■ Dataset entries ■
╭──
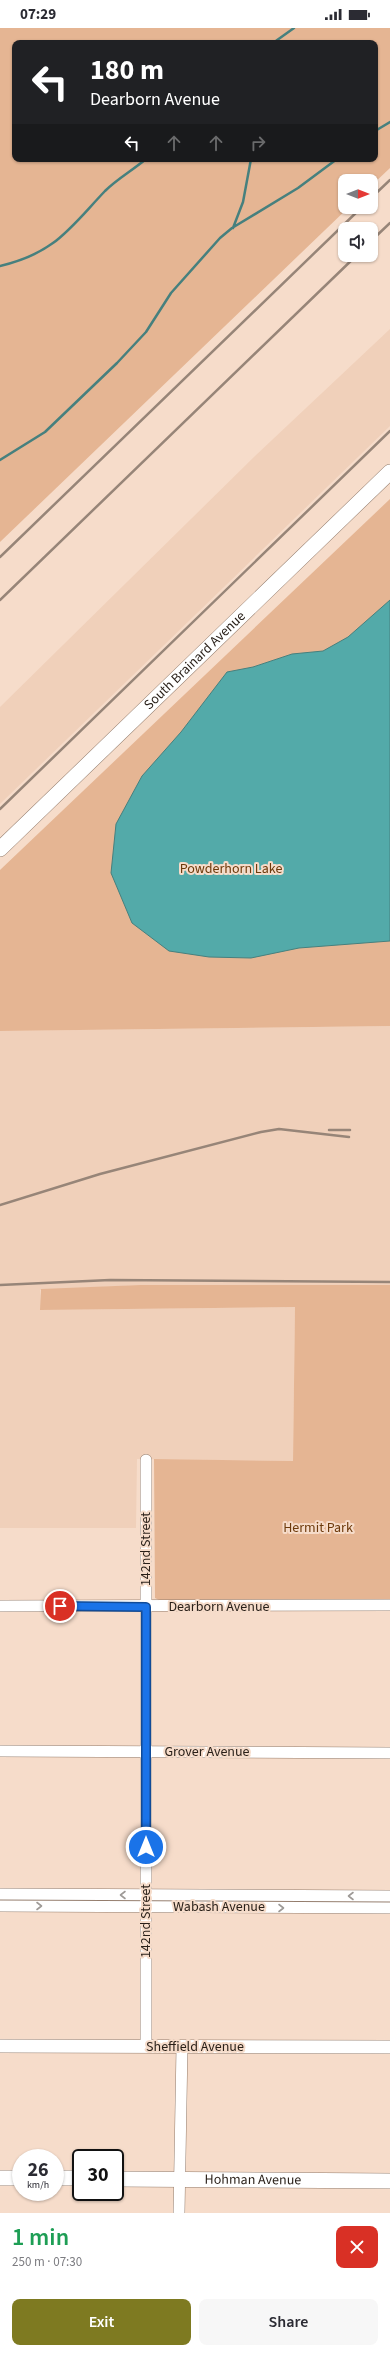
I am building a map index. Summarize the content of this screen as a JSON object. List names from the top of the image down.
{
  "streets": {
    "main road": ["South Brainard Avenue", "Hohman Avenue"],
    "street": [
      "142nd Street",
      "Dearborn Avenue",
      "Grover Avenue",
      "Wabash Avenue",
      "Sheffield Avenue"
    ]
  },
  "crossings": [
    ["142nd Street", "Dearborn Avenue"],
    ["142nd Street", "Grover Avenue"],
    ["142nd Street", "Wabash Avenue"],
    ["142nd Street", "Sheffield Avenue"]
  ],
  "parks": ["Powderhorn Lake", "Hermit Park"],
  "north": "right",
  "page": {
    "status": "07:29",
    "turn": ["180 m", "Dearborn Avenue"],
    "speed": "26 km/h",
    "limit": "30",
    "heading": ["1 min", "250 m · 07:30"],
    "buttons": ["Exit", "Share"]
  }
}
╰──
■ WHAT YOU NEED TO DO ■
Copy the data exactly. Pictures do not belong in the copy.

■ SOLUTION TO THE PROBLEM ■
I am building a map index. Summarize the content of this screen as a JSON object. List names from the top of the image down.
{
  "streets": {
    "main road": ["South Brainard Avenue", "Hohman Avenue"],
    "street": [
      "142nd Street",
      "Dearborn Avenue",
      "Grover Avenue",
      "Wabash Avenue",
      "Sheffield Avenue"
    ]
  },
  "crossings": [
    ["142nd Street", "Dearborn Avenue"],
    ["142nd Street", "Grover Avenue"],
    ["142nd Street", "Wabash Avenue"],
    ["142nd Street", "Sheffield Avenue"]
  ],
  "parks": ["Powderhorn Lake", "Hermit Park"],
  "north": "right",
  "page": {
    "status": "07:29",
    "turn": ["180 m", "Dearborn Avenue"],
    "speed": "26 km/h",
    "limit": "30",
    "heading": ["1 min", "250 m · 07:30"],
    "buttons": ["Exit", "Share"]
  }
}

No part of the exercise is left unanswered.